We were up around six in the morning and did a good job of getting ourselves out the door and on the road.  I was the first one up, let everyone else sleep a bit longer.

It’s about a fourteen hour drive from Dallas to Norcross.  We did okay on the drive.  Nothing major happened on the journey.  We got to do a slightly different route than we normally take across the south so while it crossed many places that we have been before, it was just a little bit unique for a lot of the distance.  We have taken I10 across before.  And we take I40 quite often.  We do I30 all of the time.  But today we are taking I20, going between many of the places that we have been before or crossing other routes that we have taken.  So nothing super amazing, but at least it isn’t the “same old.”

The girls have been to Georgia but have never been to Atlanta, so this is a little new in that way.  I’ve spent time in the area that they have not, so less of something new for me. But I’ve never spent much time in Atlanta, so I am looking forward to it myself.

It was pushing midnight when we arrived at the Hilton Homewood Suites Norcross / Peachtree Corners and got checked in.  We got a great deal on the hotel and are here for two weeks.  We will be racking up the points on this one.  We were surprised when they gave us not one, but two suites that are joined.  We have three full beds (a queen for the master, and each girl has their own normal bed.)  We have three televisions, a full living room, a small kitchen with pantry, two full bathroom suites, we even have a fireplace (possibly two!)  This is a great hotel set up!  The girls are super excited about having their own room that is a bit separate from us and having their own individual beds.  I don’t remember them having that sinc we left Crete a few years ago.

It was late and I have to be in the office in the morning.  So we unloaded the minivan and settled in as quickly as we could.  We set up laptops and made sure that things were working, then it was time for bed.
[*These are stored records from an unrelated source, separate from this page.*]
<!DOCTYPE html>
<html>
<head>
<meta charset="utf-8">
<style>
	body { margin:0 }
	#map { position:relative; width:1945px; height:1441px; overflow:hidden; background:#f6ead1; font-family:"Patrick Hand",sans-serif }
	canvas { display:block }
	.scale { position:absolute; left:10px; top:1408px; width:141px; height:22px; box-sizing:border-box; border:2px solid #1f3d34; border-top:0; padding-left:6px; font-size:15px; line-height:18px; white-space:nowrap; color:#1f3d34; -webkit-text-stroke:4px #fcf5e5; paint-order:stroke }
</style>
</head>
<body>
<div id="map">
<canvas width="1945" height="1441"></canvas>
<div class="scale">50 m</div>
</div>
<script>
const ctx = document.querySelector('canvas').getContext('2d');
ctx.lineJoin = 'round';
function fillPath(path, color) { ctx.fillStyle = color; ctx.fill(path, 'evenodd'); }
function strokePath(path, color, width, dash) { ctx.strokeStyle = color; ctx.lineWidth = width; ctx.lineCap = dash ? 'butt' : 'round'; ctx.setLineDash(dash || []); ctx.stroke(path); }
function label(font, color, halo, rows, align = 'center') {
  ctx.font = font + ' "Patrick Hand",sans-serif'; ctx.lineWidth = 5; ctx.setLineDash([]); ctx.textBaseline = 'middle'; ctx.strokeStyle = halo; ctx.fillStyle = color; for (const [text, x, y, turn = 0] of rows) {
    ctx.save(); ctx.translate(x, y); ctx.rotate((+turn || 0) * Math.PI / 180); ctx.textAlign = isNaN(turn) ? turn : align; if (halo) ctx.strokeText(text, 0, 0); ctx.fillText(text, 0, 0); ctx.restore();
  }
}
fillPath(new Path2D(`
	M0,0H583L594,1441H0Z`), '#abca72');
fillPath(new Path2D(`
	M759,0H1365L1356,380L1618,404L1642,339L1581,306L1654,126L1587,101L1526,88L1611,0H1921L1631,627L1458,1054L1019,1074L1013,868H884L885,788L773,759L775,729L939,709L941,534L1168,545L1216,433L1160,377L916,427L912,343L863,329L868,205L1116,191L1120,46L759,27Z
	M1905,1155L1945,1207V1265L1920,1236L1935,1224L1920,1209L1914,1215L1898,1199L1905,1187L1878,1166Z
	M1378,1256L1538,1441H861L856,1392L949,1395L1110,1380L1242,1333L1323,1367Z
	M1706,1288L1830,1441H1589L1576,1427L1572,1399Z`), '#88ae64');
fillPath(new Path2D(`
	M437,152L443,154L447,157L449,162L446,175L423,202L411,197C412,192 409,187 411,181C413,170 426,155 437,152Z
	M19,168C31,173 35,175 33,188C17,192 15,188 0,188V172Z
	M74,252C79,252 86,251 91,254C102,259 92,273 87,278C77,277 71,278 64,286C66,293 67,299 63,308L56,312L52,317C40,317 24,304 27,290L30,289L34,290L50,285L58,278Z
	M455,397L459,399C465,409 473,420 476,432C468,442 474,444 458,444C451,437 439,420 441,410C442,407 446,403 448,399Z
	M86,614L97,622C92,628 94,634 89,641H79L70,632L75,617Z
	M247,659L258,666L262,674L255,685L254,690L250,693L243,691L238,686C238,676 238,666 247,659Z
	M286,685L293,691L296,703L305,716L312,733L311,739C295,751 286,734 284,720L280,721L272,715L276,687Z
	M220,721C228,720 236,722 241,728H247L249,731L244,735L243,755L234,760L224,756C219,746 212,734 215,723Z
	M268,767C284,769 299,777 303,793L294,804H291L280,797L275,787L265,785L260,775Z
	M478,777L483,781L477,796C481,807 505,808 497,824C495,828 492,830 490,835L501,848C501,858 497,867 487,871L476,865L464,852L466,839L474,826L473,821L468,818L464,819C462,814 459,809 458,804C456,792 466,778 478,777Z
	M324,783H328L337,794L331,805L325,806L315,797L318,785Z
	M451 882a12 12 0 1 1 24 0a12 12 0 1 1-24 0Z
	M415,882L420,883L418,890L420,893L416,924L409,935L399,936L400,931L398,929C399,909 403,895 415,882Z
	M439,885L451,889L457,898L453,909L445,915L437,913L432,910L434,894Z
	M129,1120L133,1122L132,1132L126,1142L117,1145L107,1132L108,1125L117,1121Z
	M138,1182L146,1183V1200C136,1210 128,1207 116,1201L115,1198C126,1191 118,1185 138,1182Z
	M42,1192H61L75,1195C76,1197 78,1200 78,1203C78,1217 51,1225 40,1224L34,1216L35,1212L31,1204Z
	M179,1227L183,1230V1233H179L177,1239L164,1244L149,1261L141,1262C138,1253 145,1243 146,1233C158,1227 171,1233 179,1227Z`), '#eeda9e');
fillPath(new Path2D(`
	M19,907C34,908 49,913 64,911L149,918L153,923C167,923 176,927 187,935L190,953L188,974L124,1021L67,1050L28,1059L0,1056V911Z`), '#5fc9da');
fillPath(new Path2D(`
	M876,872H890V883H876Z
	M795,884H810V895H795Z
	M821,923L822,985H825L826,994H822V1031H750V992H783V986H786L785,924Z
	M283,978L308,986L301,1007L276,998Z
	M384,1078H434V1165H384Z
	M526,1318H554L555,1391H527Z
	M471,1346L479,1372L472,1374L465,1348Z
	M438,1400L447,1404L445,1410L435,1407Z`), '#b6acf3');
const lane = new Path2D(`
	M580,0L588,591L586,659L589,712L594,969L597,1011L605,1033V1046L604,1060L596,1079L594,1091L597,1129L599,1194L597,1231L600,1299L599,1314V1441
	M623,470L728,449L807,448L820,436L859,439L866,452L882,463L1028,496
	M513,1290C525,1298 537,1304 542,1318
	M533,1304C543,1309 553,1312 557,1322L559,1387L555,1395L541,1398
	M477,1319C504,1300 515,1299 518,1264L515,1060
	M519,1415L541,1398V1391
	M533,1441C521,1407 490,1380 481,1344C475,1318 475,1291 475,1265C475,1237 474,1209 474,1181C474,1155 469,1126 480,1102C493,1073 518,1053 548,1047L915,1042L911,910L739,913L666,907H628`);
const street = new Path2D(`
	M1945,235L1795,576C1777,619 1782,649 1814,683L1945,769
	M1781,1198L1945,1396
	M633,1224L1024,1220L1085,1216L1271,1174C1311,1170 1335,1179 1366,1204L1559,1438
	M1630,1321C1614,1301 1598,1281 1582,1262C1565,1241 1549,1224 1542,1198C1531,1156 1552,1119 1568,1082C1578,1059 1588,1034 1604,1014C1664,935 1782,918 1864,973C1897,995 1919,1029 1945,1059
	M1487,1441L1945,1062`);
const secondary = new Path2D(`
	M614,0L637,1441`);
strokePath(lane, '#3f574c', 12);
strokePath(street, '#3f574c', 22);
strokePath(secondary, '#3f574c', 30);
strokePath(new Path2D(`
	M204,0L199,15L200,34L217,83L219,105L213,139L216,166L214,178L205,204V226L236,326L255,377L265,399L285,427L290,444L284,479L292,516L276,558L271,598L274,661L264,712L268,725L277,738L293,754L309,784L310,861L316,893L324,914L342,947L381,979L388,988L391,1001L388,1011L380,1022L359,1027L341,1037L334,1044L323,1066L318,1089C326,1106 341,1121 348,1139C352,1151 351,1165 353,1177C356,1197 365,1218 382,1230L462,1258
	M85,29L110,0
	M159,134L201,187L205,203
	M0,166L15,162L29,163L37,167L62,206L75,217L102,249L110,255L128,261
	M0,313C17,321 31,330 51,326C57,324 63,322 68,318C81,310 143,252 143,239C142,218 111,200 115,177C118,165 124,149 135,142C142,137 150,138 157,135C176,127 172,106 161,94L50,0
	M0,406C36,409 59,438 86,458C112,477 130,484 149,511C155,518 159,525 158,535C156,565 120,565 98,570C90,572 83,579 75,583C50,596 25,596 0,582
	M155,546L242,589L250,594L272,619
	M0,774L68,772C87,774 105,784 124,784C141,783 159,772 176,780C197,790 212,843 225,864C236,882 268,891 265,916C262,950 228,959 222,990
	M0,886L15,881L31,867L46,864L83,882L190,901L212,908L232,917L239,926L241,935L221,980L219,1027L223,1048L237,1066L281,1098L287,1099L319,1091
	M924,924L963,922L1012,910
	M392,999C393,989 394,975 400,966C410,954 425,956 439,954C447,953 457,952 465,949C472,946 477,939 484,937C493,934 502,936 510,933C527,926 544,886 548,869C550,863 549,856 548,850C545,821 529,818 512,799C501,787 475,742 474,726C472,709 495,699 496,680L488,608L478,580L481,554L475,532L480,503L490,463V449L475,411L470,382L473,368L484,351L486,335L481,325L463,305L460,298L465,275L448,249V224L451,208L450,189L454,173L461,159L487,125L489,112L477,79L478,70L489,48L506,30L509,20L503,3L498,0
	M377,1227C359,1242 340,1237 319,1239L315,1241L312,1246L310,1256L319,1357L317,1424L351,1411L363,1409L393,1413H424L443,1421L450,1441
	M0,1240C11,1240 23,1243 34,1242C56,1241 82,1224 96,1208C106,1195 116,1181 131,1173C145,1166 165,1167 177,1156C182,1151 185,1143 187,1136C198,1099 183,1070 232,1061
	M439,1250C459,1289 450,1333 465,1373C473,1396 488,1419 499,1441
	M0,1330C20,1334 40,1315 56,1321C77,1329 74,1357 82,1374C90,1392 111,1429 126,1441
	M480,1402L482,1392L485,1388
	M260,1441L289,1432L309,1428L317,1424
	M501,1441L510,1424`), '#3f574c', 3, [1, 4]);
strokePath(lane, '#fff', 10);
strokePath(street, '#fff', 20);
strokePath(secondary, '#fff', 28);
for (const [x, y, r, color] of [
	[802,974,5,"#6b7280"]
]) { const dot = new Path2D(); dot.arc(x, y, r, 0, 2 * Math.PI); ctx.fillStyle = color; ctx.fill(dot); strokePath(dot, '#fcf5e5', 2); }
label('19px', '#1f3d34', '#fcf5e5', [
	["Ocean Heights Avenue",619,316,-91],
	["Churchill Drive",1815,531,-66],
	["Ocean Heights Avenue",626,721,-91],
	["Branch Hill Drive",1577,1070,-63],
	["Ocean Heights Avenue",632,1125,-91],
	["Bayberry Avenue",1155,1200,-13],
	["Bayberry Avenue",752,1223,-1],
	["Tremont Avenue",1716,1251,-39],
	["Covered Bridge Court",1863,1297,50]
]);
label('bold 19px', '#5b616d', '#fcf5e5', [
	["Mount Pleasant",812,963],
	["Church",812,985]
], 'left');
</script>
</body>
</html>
February 11, 2018: Last Day in Texas for a Month

Sunday. Tomorrow is our travel day, heading to the Atlanta region.  Today is our final day to hang out in Texas as a family.  We won’t get downtime like this again for an entire month.  This is going to be exhausting.

So this morning the girls and I fired up Steam and played video games together for a bit of the day.  It was as much daddy daughter time as we could muster today as we are not going to get that much for a bit.

The girls started learning to play chess today.  Dominica got them No Stress Chess to help to teach it to them.

Luciana and Liesl Playing Chess

Lots of packing to do today.  We are traveling for so long that it requires packing the same as if we were heading off to Europe, again!